Maybe one day my wife will listen to me lol. Told her people would say the n7 like I have in the beginning lol.

Sent from my SHIFTAO5P using Tapatalk 2


----------



## Don Serrot (Feb 11, 2012)

Can. Not. Say. Nexus 7. Enough.

Price point, hardware, NEXUS, the ability to have everything from everywhere, you can't fail.
I had a few Nook books from before I had my Nexus 7 and I can still enjoy them on it. If I wanted it I could get the Kindle app too. If I wanted it I could get the Amazon app and get some apps from them. This is the main thing I tell people when they ask me about tablets. Get the Nexus 7. Kindle and Nook are locked down with where you can get stuff from and if one doesn't have what you want you are SOL. If you can pull from everywhere if one doesn't have it another probably does.

And I haven't even started on what you get hardware wise for that price... XD


----------



## number5toad (Sep 13, 2011)

N7 all the way. I use mine primarily to read and it is the boss of e-readers, since you can buy books from pretty much anywhere and borrow library books on your app of choice (if your local libraries lend e-books) - not to mention apps like Currents, Reader and Pocket.

maybe your wife should post here, so we can all tell her how right you were in the first place.


----------



## Hellboy (May 8, 2012)

Oh no I stay out her forums and she stays out of mine.
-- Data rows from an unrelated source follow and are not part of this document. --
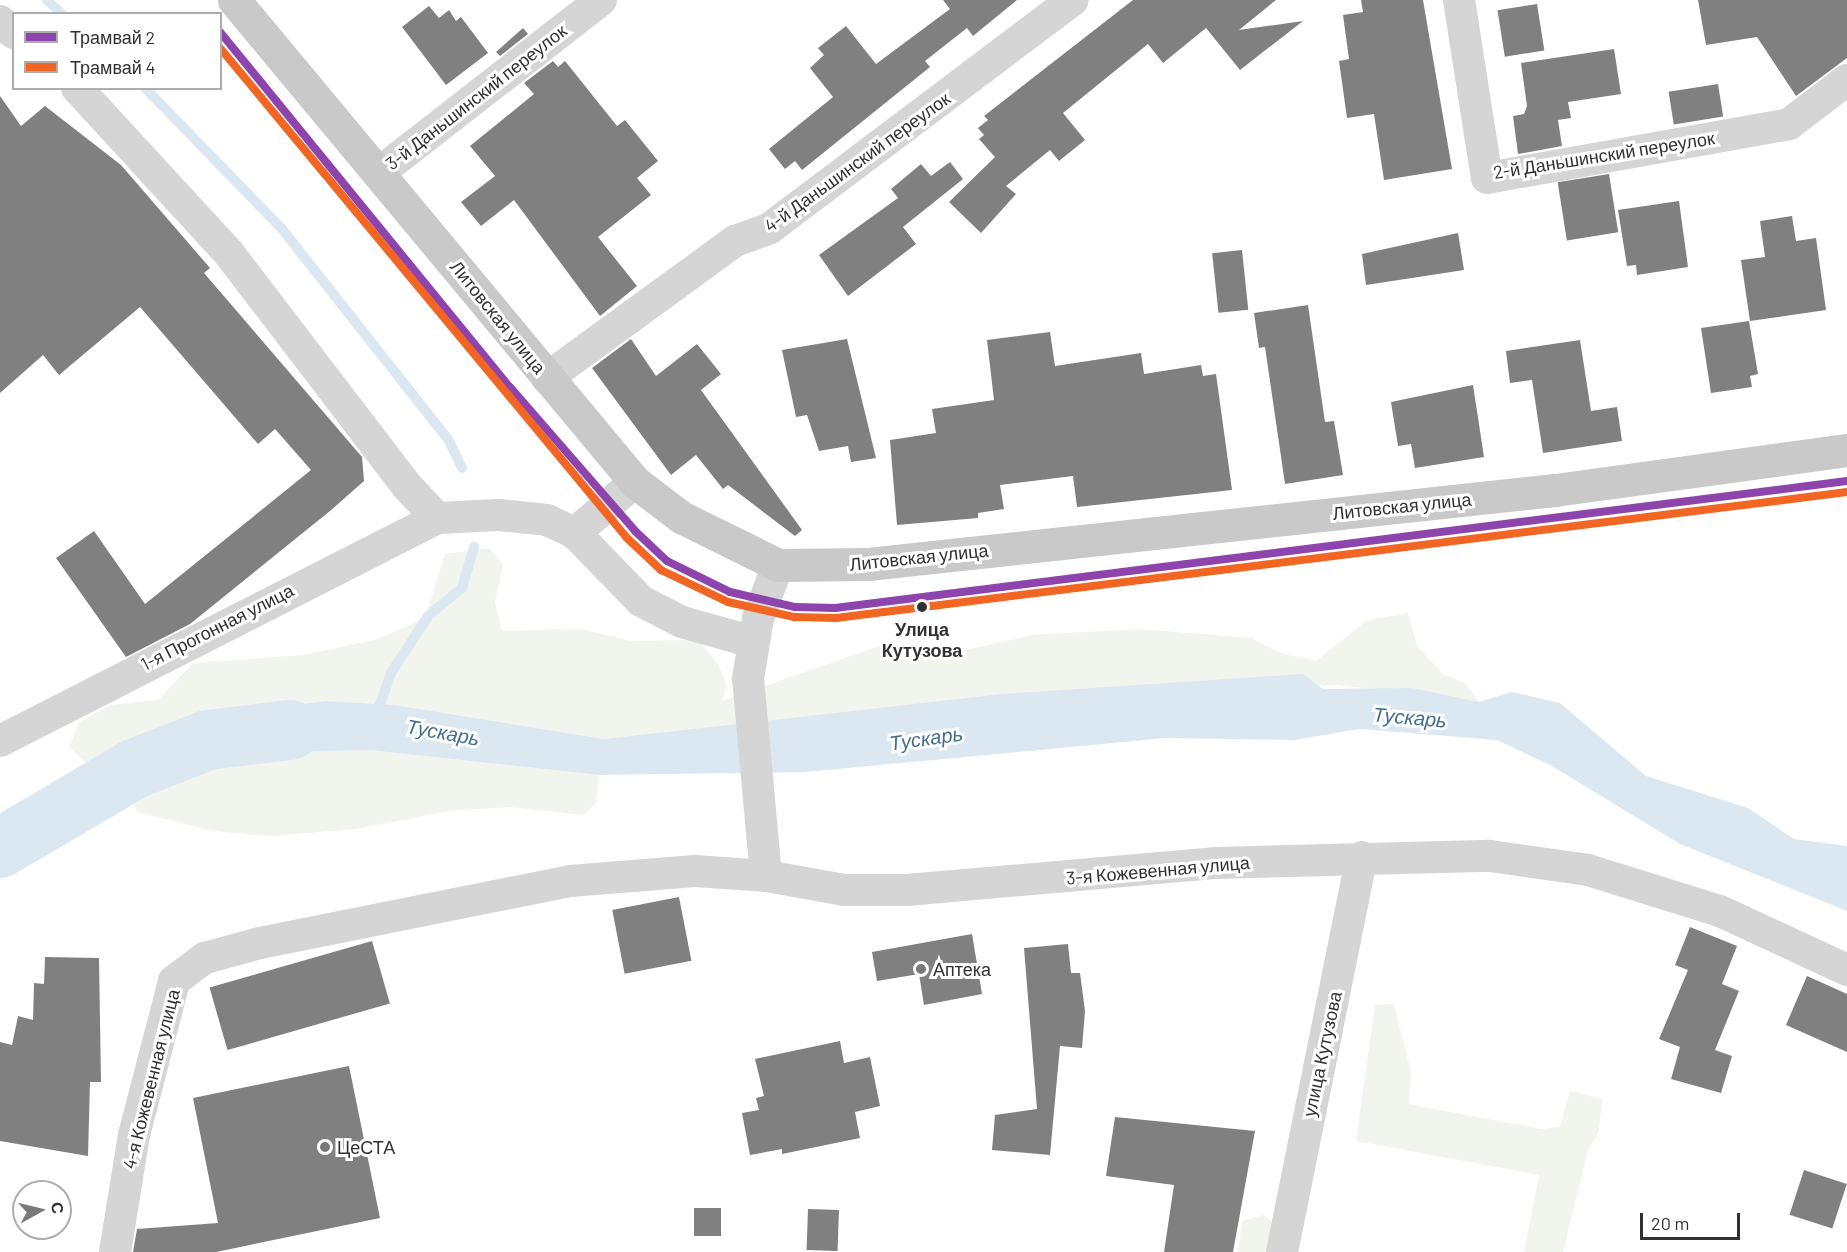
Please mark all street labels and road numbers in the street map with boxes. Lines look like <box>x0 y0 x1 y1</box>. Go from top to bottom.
street label: 3-й Даньшинский переулок <box>381 20 571 174</box>
street label: 4-й Даньшинский переулок <box>760 87 954 237</box>
street label: 2-й Даньшинский переулок <box>1492 127 1716 183</box>
street label: Литовская улица <box>446 256 550 378</box>
street label: Литовская улица <box>1332 488 1472 524</box>
street label: Литовская улица <box>849 539 989 575</box>
street label: 1-я Прогонная улица <box>137 579 297 675</box>
street label: 3-я Кожевенная улица <box>1065 851 1251 889</box>
street label: 4-я Кожевенная улица <box>118 987 184 1171</box>
street label: улица Кутузова <box>1298 989 1346 1119</box>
Its better that way so when I call her a stupid **** she wont find out and kill me lol. She has seem what everyone has posted and we are getting the n7 for the boy.
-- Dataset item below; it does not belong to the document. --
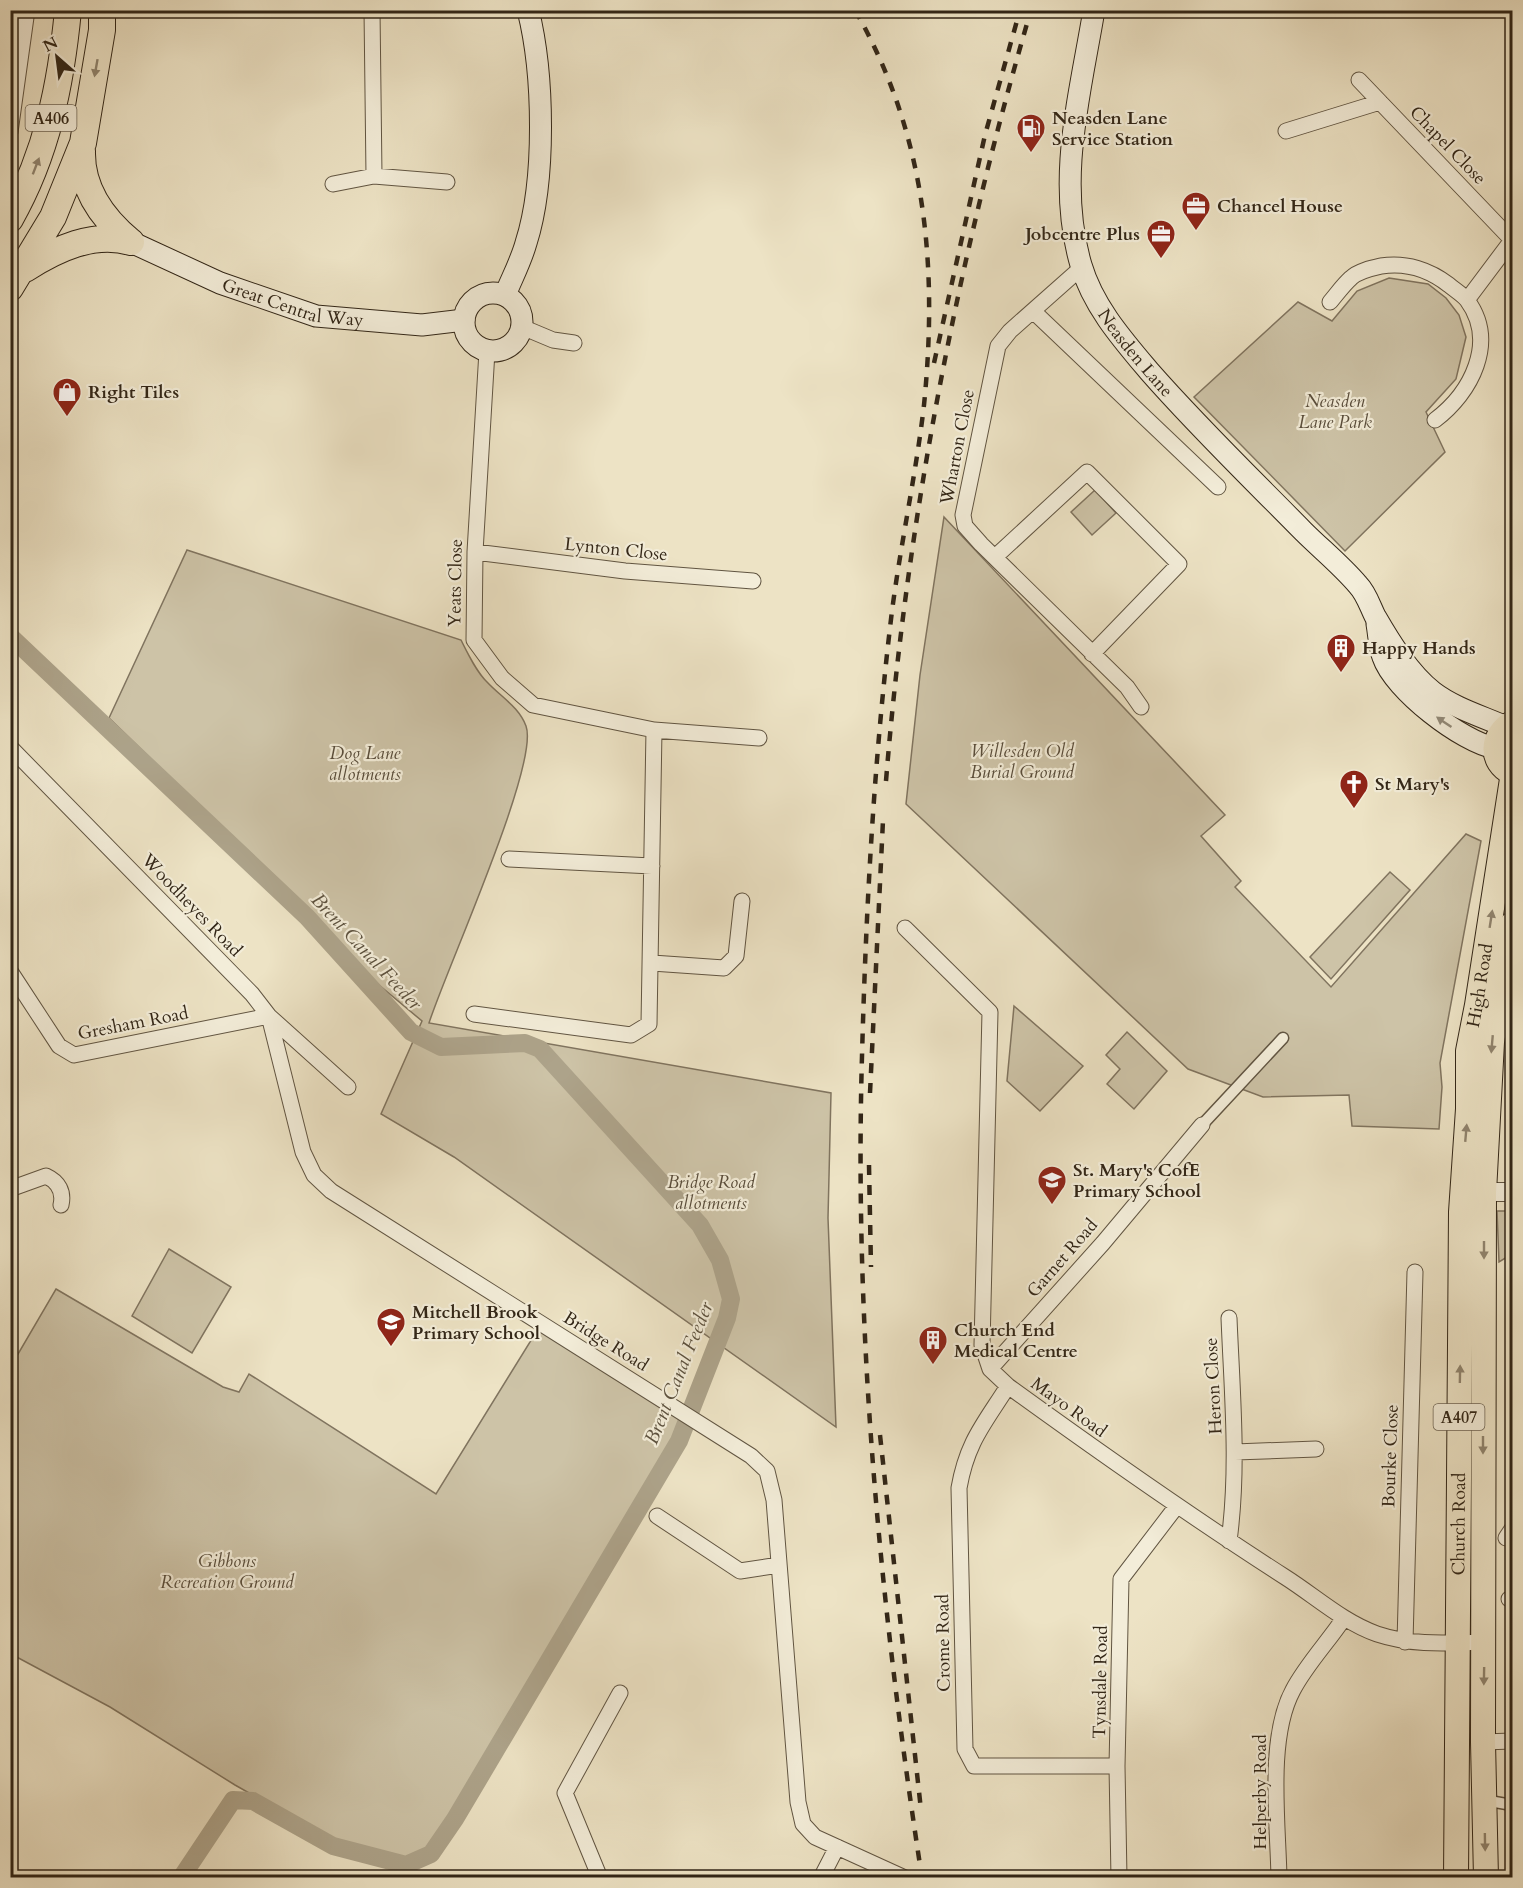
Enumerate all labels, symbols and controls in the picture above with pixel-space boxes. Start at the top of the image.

Sent from my SHIFTAO5P using Tapatalk 2


----------



## TwinShadow (Oct 17, 2011)

Let's hope she don't read she don't read the post you just put. XD But anyway, y'all won't be disappointed, and I can guarantee that.


----------



## Don Serrot (Feb 11, 2012)

Lucky kid. I wish people would buy the best tech for me! XD
I'm THAT GUY that is impossible to gift for cause he buys himself all the awesome stuff he'd want, and all that is left is expensive stuff. Like the M*A*S*H complete collection. XD


----------



## jerseyboy357 (Sep 25, 2011)

If u want the basics, Polaroid is selling an 8" ICS tablet for $90 starting next Friday. Decent specs for a basic tablet device for kids. I say this one because its a 9yr old. 16yr old or so yea Id say the N7 but thats just me. Its a starter that does the basics for someone that young.

Liquid 357


----------



## Hellboy (May 8, 2012)

I don't mind adding another 100 bucks and get something that I know will work. He wont have it unless my wife or I are around. Plus he had my old Droid incredible when he was like 6 and he took good care of that. His gameboy is two years old and still works. So I guess he is trust worthy. He knows his way around my phone so think he souls be able to handle this tablet. Will let him start learning something about computers in a way.

Also many of those cheap tablets don't come with the play store.

Sent from my SHIFTAO5P using Tapatalk 2


----------